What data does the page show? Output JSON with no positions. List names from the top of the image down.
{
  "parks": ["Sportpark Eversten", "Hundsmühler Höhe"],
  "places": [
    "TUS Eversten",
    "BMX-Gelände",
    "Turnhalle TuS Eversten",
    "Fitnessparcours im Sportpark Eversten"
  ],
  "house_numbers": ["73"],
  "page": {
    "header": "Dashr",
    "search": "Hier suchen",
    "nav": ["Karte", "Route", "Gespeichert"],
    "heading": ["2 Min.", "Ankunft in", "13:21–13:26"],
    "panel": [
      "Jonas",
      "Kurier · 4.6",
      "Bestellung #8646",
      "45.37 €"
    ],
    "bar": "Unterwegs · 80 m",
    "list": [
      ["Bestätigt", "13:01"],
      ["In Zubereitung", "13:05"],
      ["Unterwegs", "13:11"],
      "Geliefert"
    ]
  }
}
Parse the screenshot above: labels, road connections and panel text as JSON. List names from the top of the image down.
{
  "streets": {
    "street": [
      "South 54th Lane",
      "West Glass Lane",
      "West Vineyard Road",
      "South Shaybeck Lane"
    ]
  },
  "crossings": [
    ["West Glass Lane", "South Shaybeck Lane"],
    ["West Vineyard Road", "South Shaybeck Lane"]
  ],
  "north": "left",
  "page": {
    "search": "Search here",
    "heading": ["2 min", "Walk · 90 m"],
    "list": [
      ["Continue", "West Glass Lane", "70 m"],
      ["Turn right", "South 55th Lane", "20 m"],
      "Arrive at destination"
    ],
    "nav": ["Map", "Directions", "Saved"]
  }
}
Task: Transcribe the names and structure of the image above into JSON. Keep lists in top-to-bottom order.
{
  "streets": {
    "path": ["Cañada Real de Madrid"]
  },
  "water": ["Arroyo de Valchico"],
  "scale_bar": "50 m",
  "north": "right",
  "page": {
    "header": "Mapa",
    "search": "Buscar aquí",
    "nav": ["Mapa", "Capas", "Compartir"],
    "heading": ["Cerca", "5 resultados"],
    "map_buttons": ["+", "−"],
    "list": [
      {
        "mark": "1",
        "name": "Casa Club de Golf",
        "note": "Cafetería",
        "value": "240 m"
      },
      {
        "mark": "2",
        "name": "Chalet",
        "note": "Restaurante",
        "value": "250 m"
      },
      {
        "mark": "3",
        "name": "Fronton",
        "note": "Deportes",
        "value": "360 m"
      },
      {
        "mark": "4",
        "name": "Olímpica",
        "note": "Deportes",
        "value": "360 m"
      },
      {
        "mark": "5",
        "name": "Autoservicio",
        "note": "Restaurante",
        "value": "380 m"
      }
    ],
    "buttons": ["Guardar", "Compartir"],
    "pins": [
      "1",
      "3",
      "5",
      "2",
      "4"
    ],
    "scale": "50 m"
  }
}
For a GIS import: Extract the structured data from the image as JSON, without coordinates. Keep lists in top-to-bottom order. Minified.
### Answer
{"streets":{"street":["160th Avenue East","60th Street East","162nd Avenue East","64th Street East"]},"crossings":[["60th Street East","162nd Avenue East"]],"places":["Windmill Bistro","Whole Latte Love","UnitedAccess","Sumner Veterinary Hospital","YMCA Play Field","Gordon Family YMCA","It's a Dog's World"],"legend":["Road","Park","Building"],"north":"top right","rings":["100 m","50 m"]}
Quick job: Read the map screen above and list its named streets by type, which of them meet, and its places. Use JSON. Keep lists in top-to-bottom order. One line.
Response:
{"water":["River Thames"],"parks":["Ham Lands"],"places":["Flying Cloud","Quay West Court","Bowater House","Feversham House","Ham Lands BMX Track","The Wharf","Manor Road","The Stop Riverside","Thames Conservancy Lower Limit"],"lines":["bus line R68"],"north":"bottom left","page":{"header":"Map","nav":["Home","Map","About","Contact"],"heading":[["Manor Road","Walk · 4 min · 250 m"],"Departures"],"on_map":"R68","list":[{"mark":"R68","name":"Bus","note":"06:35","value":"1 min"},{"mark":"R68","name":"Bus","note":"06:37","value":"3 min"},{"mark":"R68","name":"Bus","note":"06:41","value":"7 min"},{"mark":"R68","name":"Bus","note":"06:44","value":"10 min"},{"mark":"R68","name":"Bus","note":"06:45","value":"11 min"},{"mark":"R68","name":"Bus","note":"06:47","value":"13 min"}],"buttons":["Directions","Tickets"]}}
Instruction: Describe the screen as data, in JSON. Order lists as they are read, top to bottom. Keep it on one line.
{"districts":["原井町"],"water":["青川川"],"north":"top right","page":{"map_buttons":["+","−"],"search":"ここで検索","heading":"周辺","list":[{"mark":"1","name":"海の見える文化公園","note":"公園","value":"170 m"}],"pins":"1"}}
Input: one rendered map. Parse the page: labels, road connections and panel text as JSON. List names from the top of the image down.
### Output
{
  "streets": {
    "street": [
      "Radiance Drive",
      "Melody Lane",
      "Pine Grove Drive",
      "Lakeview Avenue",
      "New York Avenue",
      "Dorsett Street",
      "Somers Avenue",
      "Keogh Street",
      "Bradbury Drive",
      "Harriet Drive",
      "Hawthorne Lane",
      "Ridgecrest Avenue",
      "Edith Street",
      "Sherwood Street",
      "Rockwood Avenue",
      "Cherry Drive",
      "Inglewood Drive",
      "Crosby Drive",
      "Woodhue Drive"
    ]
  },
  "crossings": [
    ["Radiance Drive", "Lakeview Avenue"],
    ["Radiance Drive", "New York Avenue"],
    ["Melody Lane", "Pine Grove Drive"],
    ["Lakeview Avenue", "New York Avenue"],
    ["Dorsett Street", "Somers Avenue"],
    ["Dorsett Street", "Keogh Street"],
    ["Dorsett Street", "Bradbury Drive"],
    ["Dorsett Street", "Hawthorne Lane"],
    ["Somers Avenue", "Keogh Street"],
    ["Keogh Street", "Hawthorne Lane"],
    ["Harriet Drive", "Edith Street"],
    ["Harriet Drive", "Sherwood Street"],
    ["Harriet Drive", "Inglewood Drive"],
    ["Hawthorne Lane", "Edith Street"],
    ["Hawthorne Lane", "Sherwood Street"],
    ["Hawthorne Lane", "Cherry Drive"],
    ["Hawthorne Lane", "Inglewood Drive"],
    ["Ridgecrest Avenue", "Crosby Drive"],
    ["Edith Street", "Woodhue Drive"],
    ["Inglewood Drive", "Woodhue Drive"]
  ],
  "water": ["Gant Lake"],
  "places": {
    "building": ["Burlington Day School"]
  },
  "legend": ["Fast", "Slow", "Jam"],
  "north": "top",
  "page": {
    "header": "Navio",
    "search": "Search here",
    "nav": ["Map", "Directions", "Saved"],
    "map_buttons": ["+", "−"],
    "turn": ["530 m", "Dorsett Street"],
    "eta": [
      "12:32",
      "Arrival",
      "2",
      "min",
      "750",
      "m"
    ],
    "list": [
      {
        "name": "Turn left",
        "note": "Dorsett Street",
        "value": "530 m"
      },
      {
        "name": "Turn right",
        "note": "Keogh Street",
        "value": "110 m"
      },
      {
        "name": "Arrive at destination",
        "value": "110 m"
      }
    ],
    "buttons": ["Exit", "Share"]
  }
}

## EXERCISE INSTRUCTIONS
For this exercise, output all the data exactly as shown above.

## ANSWER FOR THE TASK
What data does the page show? Output JSON with no positions. List names from the top of the image down.
{
  "parks": ["Sportpark Eversten", "Hundsmühler Höhe"],
  "places": [
    "TUS Eversten",
    "BMX-Gelände",
    "Turnhalle TuS Eversten",
    "Fitnessparcours im Sportpark Eversten"
  ],
  "house_numbers": ["73"],
  "page": {
    "header": "Dashr",
    "search": "Hier suchen",
    "nav": ["Karte", "Route", "Gespeichert"],
    "heading": ["2 Min.", "Ankunft in", "13:21–13:26"],
    "panel": [
      "Jonas",
      "Kurier · 4.6",
      "Bestellung #8646",
      "45.37 €"
    ],
    "bar": "Unterwegs · 80 m",
    "list": [
      ["Bestätigt", "13:01"],
      ["In Zubereitung", "13:05"],
      ["Unterwegs", "13:11"],
      "Geliefert"
    ]
  }
}
Parse the screenshot above: labels, road connections and panel text as JSON. List names from the top of the image down.
{
  "streets": {
    "street": [
      "South 54th Lane",
      "West Glass Lane",
      "West Vineyard Road",
      "South Shaybeck Lane"
    ]
  },
  "crossings": [
    ["West Glass Lane", "South Shaybeck Lane"],
    ["West Vineyard Road", "South Shaybeck Lane"]
  ],
  "north": "left",
  "page": {
    "search": "Search here",
    "heading": ["2 min", "Walk · 90 m"],
    "list": [
      ["Continue", "West Glass Lane", "70 m"],
      ["Turn right", "South 55th Lane", "20 m"],
      "Arrive at destination"
    ],
    "nav": ["Map", "Directions", "Saved"]
  }
}
Task: Transcribe the names and structure of the image above into JSON. Keep lists in top-to-bottom order.
{
  "streets": {
    "path": ["Cañada Real de Madrid"]
  },
  "water": ["Arroyo de Valchico"],
  "scale_bar": "50 m",
  "north": "right",
  "page": {
    "header": "Mapa",
    "search": "Buscar aquí",
    "nav": ["Mapa", "Capas", "Compartir"],
    "heading": ["Cerca", "5 resultados"],
    "map_buttons": ["+", "−"],
    "list": [
      {
        "mark": "1",
        "name": "Casa Club de Golf",
        "note": "Cafetería",
        "value": "240 m"
      },
      {
        "mark": "2",
        "name": "Chalet",
        "note": "Restaurante",
        "value": "250 m"
      },
      {
        "mark": "3",
        "name": "Fronton",
        "note": "Deportes",
        "value": "360 m"
      },
      {
        "mark": "4",
        "name": "Olímpica",
        "note": "Deportes",
        "value": "360 m"
      },
      {
        "mark": "5",
        "name": "Autoservicio",
        "note": "Restaurante",
        "value": "380 m"
      }
    ],
    "buttons": ["Guardar", "Compartir"],
    "pins": [
      "1",
      "3",
      "5",
      "2",
      "4"
    ],
    "scale": "50 m"
  }
}
For a GIS import: Extract the structured data from the image as JSON, without coordinates. Keep lists in top-to-bottom order. Minified.
### Answer
{"streets":{"street":["160th Avenue East","60th Street East","162nd Avenue East","64th Street East"]},"crossings":[["60th Street East","162nd Avenue East"]],"places":["Windmill Bistro","Whole Latte Love","UnitedAccess","Sumner Veterinary Hospital","YMCA Play Field","Gordon Family YMCA","It's a Dog's World"],"legend":["Road","Park","Building"],"north":"top right","rings":["100 m","50 m"]}
Quick job: Read the map screen above and list its named streets by type, which of them meet, and its places. Use JSON. Keep lists in top-to-bottom order. One line.
Response:
{"water":["River Thames"],"parks":["Ham Lands"],"places":["Flying Cloud","Quay West Court","Bowater House","Feversham House","Ham Lands BMX Track","The Wharf","Manor Road","The Stop Riverside","Thames Conservancy Lower Limit"],"lines":["bus line R68"],"north":"bottom left","page":{"header":"Map","nav":["Home","Map","About","Contact"],"heading":[["Manor Road","Walk · 4 min · 250 m"],"Departures"],"on_map":"R68","list":[{"mark":"R68","name":"Bus","note":"06:35","value":"1 min"},{"mark":"R68","name":"Bus","note":"06:37","value":"3 min"},{"mark":"R68","name":"Bus","note":"06:41","value":"7 min"},{"mark":"R68","name":"Bus","note":"06:44","value":"10 min"},{"mark":"R68","name":"Bus","note":"06:45","value":"11 min"},{"mark":"R68","name":"Bus","note":"06:47","value":"13 min"}],"buttons":["Directions","Tickets"]}}
Instruction: Describe the screen as data, in JSON. Order lists as they are read, top to bottom. Keep it on one line.
{"districts":["原井町"],"water":["青川川"],"north":"top right","page":{"map_buttons":["+","−"],"search":"ここで検索","heading":"周辺","list":[{"mark":"1","name":"海の見える文化公園","note":"公園","value":"170 m"}],"pins":"1"}}
Input: one rendered map. Parse the page: labels, road connections and panel text as JSON. List names from the top of the image down.
### Output
{
  "streets": {
    "street": [
      "Radiance Drive",
      "Melody Lane",
      "Pine Grove Drive",
      "Lakeview Avenue",
      "New York Avenue",
      "Dorsett Street",
      "Somers Avenue",
      "Keogh Street",
      "Bradbury Drive",
      "Harriet Drive",
      "Hawthorne Lane",
      "Ridgecrest Avenue",
      "Edith Street",
      "Sherwood Street",
      "Rockwood Avenue",
      "Cherry Drive",
      "Inglewood Drive",
      "Crosby Drive",
      "Woodhue Drive"
    ]
  },
  "crossings": [
    ["Radiance Drive", "Lakeview Avenue"],
    ["Radiance Drive", "New York Avenue"],
    ["Melody Lane", "Pine Grove Drive"],
    ["Lakeview Avenue", "New York Avenue"],
    ["Dorsett Street", "Somers Avenue"],
    ["Dorsett Street", "Keogh Street"],
    ["Dorsett Street", "Bradbury Drive"],
    ["Dorsett Street", "Hawthorne Lane"],
    ["Somers Avenue", "Keogh Street"],
    ["Keogh Street", "Hawthorne Lane"],
    ["Harriet Drive", "Edith Street"],
    ["Harriet Drive", "Sherwood Street"],
    ["Harriet Drive", "Inglewood Drive"],
    ["Hawthorne Lane", "Edith Street"],
    ["Hawthorne Lane", "Sherwood Street"],
    ["Hawthorne Lane", "Cherry Drive"],
    ["Hawthorne Lane", "Inglewood Drive"],
    ["Ridgecrest Avenue", "Crosby Drive"],
    ["Edith Street", "Woodhue Drive"],
    ["Inglewood Drive", "Woodhue Drive"]
  ],
  "water": ["Gant Lake"],
  "places": {
    "building": ["Burlington Day School"]
  },
  "legend": ["Fast", "Slow", "Jam"],
  "north": "top",
  "page": {
    "header": "Navio",
    "search": "Search here",
    "nav": ["Map", "Directions", "Saved"],
    "map_buttons": ["+", "−"],
    "turn": ["530 m", "Dorsett Street"],
    "eta": [
      "12:32",
      "Arrival",
      "2",
      "min",
      "750",
      "m"
    ],
    "list": [
      {
        "name": "Turn left",
        "note": "Dorsett Street",
        "value": "530 m"
      },
      {
        "name": "Turn right",
        "note": "Keogh Street",
        "value": "110 m"
      },
      {
        "name": "Arrive at destination",
        "value": "110 m"
      }
    ],
    "buttons": ["Exit", "Share"]
  }
}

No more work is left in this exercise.